WHAT IS REQUIRED
Stop at the line containing "padding:0 8px; border-radius:13px;": repeat exactly every line of the entries below from the first up to it, plus that line, with pictures omitted.

INPUT RECORDS
________________________________________

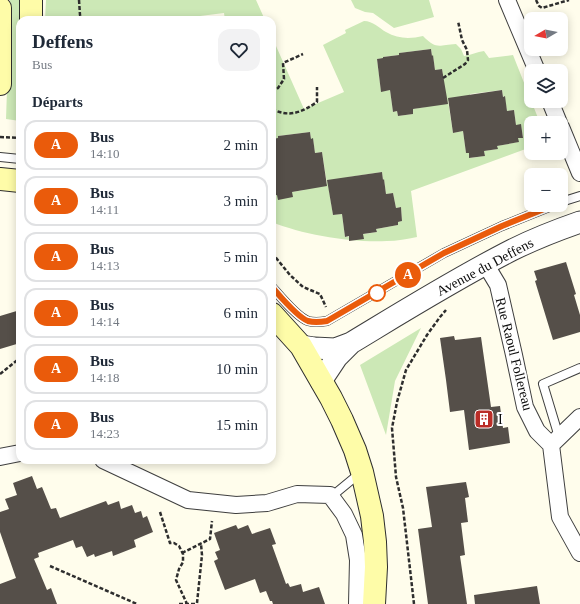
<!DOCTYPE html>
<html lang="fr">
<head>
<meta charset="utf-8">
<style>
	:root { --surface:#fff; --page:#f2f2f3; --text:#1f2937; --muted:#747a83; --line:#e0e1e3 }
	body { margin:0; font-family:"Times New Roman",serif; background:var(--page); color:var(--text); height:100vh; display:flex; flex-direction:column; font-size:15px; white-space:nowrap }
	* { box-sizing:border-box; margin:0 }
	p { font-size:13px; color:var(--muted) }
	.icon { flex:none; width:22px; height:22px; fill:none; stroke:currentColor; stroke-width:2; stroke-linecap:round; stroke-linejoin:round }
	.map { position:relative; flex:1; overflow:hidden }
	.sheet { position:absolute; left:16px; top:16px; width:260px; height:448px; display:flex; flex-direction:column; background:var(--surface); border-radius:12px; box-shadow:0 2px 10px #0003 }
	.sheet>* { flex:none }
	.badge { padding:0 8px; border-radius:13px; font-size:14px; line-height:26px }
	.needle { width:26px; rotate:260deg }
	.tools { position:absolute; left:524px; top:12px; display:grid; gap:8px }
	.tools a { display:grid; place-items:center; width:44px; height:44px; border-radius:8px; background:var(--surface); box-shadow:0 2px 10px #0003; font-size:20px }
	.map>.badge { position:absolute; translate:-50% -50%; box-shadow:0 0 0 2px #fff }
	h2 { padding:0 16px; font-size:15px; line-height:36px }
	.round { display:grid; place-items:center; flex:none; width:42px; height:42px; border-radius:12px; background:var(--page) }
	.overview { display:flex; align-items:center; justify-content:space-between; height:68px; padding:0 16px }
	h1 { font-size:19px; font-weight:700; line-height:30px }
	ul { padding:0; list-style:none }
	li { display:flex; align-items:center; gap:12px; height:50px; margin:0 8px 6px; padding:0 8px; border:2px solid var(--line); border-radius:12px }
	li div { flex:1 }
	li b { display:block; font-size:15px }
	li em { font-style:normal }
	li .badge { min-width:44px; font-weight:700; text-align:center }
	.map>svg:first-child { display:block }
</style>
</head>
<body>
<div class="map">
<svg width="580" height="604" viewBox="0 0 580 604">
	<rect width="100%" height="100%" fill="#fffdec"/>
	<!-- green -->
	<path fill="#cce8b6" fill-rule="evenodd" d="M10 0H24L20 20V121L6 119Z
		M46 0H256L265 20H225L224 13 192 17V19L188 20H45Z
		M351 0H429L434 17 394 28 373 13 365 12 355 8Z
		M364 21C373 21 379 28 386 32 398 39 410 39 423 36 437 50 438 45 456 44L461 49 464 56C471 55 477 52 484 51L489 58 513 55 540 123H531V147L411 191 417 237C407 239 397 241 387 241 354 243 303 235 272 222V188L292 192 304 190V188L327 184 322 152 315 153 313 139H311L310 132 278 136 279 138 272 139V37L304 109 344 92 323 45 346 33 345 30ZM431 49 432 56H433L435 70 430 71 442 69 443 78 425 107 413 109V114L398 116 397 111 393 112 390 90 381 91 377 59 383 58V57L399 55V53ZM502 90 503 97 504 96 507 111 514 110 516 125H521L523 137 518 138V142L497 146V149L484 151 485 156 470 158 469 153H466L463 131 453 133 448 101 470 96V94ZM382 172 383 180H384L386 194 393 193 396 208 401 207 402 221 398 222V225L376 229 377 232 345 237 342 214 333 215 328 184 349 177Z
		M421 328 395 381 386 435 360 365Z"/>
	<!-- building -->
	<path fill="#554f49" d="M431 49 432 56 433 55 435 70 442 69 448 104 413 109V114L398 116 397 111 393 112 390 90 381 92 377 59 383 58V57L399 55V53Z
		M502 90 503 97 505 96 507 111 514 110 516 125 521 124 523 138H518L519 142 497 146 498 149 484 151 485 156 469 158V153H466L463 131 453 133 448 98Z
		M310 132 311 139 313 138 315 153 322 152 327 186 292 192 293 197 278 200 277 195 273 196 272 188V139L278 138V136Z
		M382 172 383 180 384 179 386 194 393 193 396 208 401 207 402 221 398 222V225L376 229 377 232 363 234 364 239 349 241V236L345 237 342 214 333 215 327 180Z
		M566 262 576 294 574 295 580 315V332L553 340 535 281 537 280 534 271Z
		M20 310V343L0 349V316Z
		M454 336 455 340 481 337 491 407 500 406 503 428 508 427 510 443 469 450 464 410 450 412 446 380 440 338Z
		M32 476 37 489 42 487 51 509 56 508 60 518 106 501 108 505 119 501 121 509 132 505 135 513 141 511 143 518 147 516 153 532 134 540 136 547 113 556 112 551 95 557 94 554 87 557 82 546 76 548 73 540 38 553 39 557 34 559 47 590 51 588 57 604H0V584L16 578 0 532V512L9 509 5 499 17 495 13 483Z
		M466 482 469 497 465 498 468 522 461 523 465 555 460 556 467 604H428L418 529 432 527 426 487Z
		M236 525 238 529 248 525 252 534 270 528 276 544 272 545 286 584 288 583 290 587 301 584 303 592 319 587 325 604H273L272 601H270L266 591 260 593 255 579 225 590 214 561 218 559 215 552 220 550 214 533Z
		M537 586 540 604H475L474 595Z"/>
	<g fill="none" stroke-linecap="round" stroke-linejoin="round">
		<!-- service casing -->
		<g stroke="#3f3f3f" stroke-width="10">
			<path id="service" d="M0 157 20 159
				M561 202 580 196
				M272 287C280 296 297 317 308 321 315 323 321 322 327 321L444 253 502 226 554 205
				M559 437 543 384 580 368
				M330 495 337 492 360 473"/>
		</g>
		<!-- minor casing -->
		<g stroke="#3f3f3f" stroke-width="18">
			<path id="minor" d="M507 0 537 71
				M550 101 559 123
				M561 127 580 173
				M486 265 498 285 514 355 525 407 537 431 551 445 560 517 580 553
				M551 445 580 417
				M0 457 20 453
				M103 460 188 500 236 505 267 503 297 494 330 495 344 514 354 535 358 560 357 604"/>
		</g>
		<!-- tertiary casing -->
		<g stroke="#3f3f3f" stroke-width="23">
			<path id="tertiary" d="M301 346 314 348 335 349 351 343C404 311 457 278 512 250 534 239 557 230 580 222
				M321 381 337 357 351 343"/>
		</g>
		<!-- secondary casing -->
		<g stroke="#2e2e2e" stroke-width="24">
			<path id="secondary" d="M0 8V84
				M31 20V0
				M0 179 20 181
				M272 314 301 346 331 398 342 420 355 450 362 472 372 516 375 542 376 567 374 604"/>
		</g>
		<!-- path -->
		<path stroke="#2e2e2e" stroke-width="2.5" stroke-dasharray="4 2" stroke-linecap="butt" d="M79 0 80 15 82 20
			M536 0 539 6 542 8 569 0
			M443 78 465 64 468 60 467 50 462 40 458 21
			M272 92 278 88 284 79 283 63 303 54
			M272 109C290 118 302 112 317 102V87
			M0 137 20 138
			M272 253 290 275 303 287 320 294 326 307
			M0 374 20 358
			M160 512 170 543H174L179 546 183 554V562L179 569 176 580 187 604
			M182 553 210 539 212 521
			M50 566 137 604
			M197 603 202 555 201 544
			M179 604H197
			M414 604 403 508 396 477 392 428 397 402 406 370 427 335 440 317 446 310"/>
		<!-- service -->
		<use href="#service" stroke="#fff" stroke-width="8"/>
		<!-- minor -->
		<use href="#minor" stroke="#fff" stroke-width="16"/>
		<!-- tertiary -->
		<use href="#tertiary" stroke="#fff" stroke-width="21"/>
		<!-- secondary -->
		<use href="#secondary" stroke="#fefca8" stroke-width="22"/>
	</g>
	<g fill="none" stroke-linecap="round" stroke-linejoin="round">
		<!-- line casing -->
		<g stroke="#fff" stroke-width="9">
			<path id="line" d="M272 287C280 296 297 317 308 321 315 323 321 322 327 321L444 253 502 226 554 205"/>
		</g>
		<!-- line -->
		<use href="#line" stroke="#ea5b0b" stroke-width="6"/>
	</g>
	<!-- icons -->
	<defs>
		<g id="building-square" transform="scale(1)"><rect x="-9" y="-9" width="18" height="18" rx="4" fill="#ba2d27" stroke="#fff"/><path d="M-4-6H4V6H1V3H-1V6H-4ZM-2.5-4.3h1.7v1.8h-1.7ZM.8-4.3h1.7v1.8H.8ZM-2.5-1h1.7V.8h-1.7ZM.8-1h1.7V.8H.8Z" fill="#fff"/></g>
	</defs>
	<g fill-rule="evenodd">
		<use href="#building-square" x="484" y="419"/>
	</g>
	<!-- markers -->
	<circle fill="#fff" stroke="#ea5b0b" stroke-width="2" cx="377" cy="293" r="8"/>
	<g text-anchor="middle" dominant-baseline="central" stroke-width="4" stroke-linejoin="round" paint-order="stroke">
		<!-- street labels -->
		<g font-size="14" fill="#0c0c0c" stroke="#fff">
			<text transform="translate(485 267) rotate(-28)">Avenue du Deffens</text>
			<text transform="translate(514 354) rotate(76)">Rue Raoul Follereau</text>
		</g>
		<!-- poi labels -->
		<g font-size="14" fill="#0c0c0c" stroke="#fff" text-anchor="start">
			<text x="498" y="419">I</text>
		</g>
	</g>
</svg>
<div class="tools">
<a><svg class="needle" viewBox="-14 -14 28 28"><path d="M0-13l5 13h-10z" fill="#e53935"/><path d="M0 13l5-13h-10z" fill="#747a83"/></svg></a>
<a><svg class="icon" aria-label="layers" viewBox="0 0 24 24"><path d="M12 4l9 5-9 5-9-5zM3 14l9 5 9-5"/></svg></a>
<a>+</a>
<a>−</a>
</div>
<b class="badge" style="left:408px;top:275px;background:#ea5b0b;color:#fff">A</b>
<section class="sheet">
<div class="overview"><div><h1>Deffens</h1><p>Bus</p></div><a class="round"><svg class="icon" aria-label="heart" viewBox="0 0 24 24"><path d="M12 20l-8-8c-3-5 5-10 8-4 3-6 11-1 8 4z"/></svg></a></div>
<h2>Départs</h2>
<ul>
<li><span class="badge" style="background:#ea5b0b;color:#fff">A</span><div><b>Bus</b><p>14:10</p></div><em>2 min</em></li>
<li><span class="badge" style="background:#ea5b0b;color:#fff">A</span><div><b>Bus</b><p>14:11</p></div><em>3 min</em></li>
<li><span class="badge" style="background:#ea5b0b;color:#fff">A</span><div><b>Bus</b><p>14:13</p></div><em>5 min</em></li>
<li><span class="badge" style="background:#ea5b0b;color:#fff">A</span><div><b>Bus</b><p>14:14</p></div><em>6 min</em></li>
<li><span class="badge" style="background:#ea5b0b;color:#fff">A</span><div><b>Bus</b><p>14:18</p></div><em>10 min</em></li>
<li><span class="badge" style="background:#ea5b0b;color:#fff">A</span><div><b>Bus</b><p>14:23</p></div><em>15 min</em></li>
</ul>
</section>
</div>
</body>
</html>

________________________________________

EXERCISE SOLUTION
<!DOCTYPE html>
<html lang="fr">
<head>
<meta charset="utf-8">
<style>
	:root { --surface:#fff; --page:#f2f2f3; --text:#1f2937; --muted:#747a83; --line:#e0e1e3 }
	body { margin:0; font-family:"Times New Roman",serif; background:var(--page); color:var(--text); height:100vh; display:flex; flex-direction:column; font-size:15px; white-space:nowrap }
	* { box-sizing:border-box; margin:0 }
	p { font-size:13px; color:var(--muted) }
	.icon { flex:none; width:22px; height:22px; fill:none; stroke:currentColor; stroke-width:2; stroke-linecap:round; stroke-linejoin:round }
	.map { position:relative; flex:1; overflow:hidden }
	.sheet { position:absolute; left:16px; top:16px; width:260px; height:448px; display:flex; flex-direction:column; background:var(--surface); border-radius:12px; box-shadow:0 2px 10px #0003 }
	.sheet>* { flex:none }
	.badge { padding:0 8px; border-radius:13px; font-size:14px; line-height:26px }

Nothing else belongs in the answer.